■ TASK TO CARRY OUT:
Only a number is wanted: how many lines in the records below contain "document"?

■ RECORDS SHOWN:
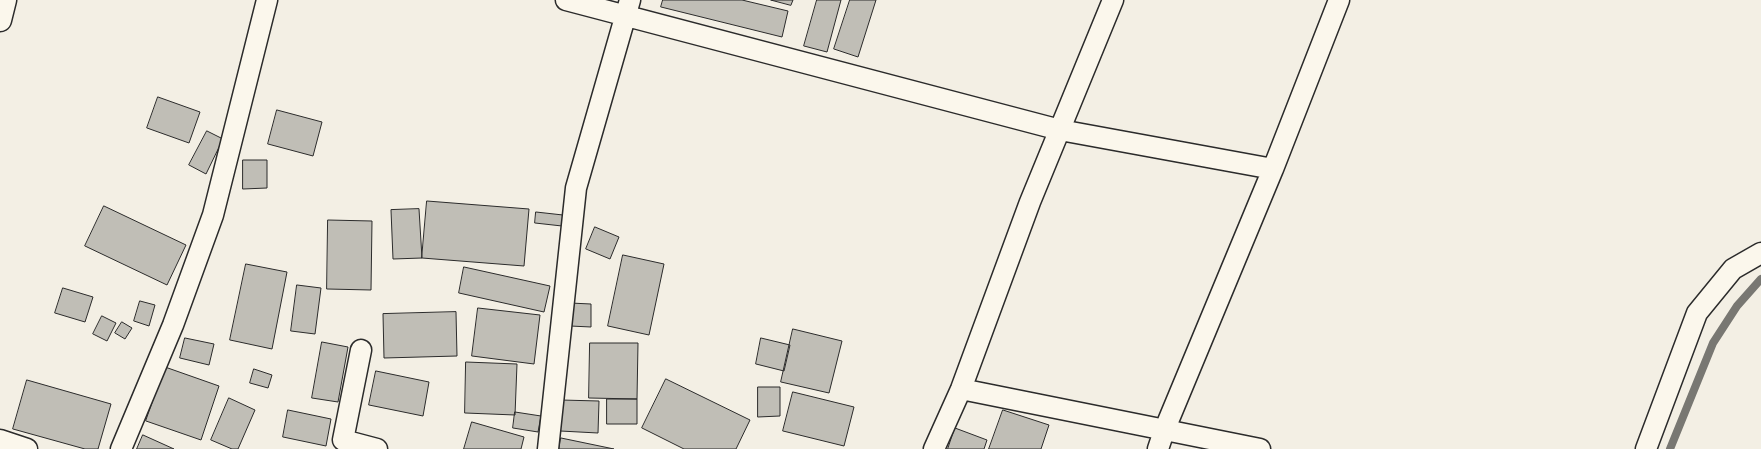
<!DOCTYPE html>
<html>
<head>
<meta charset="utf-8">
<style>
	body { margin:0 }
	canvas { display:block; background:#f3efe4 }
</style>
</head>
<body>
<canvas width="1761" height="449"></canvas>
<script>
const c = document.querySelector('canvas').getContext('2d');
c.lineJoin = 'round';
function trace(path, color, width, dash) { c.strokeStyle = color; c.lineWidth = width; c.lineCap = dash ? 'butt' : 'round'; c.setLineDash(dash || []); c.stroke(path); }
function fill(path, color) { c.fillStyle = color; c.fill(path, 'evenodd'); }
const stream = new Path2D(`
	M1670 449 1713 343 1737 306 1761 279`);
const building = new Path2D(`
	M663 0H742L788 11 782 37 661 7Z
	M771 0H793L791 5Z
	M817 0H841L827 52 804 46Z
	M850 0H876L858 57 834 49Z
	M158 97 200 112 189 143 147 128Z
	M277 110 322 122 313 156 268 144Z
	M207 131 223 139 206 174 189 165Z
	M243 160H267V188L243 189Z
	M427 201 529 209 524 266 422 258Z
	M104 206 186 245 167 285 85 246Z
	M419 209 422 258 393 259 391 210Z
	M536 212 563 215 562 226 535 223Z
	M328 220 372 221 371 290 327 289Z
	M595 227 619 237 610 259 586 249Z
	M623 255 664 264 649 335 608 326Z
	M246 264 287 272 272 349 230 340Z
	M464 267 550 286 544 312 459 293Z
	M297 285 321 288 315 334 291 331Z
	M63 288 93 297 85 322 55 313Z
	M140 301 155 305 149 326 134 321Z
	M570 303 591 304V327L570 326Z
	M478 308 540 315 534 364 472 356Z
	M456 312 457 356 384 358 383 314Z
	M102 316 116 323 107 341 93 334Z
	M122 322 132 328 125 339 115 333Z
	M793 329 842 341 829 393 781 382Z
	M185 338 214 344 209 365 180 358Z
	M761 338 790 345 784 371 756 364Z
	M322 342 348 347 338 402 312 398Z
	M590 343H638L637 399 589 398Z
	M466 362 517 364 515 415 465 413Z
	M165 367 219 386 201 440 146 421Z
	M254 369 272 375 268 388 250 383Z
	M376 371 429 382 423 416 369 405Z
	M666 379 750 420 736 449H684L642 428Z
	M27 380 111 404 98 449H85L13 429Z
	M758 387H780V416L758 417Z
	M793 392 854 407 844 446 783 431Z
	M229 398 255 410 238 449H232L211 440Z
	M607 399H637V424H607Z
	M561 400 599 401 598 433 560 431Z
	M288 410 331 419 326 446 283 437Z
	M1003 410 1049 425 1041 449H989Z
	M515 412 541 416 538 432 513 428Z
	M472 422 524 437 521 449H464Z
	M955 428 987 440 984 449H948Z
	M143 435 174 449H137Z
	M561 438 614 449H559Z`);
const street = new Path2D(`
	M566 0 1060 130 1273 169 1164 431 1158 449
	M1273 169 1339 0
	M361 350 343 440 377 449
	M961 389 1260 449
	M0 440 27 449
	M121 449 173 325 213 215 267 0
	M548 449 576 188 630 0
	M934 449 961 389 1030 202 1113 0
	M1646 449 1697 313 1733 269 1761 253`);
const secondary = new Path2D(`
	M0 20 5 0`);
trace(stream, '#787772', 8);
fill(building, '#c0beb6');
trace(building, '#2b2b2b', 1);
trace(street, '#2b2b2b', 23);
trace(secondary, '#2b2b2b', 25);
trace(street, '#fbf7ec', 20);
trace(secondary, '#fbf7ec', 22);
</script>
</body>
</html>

...

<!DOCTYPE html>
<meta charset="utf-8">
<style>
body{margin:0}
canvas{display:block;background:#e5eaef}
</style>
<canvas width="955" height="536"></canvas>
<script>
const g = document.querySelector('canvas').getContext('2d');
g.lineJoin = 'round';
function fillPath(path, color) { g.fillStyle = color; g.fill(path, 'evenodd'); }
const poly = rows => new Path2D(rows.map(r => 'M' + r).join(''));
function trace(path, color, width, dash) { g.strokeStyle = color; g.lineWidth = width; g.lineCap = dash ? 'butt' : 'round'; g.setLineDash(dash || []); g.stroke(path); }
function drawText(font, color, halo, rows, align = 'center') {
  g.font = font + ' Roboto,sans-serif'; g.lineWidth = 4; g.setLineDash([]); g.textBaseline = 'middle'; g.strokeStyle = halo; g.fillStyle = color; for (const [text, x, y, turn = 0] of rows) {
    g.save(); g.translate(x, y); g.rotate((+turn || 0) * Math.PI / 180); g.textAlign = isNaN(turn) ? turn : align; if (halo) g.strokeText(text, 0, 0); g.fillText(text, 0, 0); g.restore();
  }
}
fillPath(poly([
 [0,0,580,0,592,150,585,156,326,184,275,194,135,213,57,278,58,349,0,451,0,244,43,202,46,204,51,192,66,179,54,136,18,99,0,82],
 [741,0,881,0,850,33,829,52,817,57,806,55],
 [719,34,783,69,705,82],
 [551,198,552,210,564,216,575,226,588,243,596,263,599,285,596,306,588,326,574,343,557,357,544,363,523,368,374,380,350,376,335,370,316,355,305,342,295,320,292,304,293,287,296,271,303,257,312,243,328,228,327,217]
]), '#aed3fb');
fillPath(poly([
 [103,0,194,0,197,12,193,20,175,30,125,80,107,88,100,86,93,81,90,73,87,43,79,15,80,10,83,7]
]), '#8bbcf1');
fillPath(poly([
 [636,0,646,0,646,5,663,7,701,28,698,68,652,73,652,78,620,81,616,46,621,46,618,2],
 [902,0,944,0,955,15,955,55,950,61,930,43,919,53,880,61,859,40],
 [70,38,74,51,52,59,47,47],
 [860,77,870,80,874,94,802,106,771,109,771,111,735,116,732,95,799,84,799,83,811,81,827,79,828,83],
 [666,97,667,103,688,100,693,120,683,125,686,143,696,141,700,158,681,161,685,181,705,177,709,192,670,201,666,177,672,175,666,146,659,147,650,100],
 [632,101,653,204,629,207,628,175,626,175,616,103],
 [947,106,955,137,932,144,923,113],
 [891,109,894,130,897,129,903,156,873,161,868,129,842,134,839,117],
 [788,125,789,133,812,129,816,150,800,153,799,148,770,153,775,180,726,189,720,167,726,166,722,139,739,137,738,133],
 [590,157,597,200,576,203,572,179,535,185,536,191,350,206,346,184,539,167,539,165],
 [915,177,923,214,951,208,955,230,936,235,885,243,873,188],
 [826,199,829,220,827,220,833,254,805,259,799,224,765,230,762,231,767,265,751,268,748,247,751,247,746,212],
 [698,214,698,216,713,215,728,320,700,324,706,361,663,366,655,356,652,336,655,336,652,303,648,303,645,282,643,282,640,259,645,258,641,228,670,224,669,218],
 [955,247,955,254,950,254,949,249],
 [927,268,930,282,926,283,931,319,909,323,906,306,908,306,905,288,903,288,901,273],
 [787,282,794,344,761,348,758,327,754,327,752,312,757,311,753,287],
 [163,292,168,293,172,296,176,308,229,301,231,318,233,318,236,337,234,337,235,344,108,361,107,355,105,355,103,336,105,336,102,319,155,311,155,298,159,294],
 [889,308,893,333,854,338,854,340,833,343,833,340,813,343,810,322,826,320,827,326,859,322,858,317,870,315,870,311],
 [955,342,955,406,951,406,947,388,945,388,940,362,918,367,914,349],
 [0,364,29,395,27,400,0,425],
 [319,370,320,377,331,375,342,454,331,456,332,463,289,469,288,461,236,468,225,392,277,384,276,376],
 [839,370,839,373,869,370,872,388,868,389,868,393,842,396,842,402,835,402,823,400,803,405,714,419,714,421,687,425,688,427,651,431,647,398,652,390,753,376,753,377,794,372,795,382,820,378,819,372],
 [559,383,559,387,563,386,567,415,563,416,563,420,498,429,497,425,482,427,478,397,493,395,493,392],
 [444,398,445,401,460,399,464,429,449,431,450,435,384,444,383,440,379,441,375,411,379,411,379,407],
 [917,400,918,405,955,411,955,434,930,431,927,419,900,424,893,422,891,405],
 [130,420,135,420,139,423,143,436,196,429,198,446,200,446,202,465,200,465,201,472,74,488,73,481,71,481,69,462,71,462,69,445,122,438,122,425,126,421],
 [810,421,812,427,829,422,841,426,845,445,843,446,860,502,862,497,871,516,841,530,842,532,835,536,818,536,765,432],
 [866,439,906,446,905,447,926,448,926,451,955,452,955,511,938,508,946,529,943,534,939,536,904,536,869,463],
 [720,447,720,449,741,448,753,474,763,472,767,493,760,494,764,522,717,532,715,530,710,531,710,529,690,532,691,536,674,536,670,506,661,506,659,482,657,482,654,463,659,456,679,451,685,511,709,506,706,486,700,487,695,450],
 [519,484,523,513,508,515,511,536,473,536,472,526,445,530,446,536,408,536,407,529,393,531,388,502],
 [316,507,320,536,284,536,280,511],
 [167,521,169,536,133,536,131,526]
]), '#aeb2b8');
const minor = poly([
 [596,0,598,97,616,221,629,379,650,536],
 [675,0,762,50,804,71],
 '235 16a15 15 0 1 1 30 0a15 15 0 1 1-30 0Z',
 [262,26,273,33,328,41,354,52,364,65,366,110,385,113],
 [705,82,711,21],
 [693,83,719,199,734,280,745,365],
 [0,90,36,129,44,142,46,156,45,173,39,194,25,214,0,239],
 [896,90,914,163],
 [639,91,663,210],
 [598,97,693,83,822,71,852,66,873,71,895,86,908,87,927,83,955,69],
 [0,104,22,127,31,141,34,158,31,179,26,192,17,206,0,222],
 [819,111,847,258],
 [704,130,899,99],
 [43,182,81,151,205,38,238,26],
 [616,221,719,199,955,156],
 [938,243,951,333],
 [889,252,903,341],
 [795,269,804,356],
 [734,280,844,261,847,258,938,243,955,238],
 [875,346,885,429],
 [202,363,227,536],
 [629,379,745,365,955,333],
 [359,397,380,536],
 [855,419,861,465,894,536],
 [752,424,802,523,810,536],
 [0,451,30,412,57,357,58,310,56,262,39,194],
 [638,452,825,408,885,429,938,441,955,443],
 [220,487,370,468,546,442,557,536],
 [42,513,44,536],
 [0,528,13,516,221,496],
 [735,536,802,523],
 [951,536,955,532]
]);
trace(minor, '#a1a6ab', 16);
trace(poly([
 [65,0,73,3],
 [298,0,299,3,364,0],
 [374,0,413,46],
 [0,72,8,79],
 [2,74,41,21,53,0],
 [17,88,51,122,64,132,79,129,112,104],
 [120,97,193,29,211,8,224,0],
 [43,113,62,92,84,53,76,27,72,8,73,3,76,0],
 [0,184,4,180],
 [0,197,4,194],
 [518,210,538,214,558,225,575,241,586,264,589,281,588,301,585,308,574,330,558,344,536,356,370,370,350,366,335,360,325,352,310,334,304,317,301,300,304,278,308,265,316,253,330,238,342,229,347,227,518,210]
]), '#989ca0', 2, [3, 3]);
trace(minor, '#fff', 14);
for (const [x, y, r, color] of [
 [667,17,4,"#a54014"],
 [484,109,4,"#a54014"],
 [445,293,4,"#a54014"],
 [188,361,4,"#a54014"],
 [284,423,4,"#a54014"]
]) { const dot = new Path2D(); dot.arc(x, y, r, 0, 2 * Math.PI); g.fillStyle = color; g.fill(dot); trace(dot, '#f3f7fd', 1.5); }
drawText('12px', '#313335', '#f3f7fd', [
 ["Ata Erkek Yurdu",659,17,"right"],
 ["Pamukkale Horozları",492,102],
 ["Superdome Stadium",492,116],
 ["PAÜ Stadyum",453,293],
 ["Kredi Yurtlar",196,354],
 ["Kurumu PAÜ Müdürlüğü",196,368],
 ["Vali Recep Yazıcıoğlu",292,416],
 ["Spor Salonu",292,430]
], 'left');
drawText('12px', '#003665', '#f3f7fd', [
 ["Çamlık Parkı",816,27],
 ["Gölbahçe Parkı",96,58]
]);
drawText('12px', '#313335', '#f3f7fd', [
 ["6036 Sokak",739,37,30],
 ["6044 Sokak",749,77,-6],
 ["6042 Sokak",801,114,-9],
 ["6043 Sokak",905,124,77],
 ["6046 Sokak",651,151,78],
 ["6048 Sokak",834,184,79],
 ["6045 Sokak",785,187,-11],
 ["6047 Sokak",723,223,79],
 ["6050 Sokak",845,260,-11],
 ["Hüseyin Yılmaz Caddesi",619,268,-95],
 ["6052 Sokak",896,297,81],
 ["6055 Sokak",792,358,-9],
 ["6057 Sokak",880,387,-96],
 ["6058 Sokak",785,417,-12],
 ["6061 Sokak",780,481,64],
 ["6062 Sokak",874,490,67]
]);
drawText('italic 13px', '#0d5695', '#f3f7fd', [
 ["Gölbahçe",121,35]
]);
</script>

■ TASK OUTPUT:
2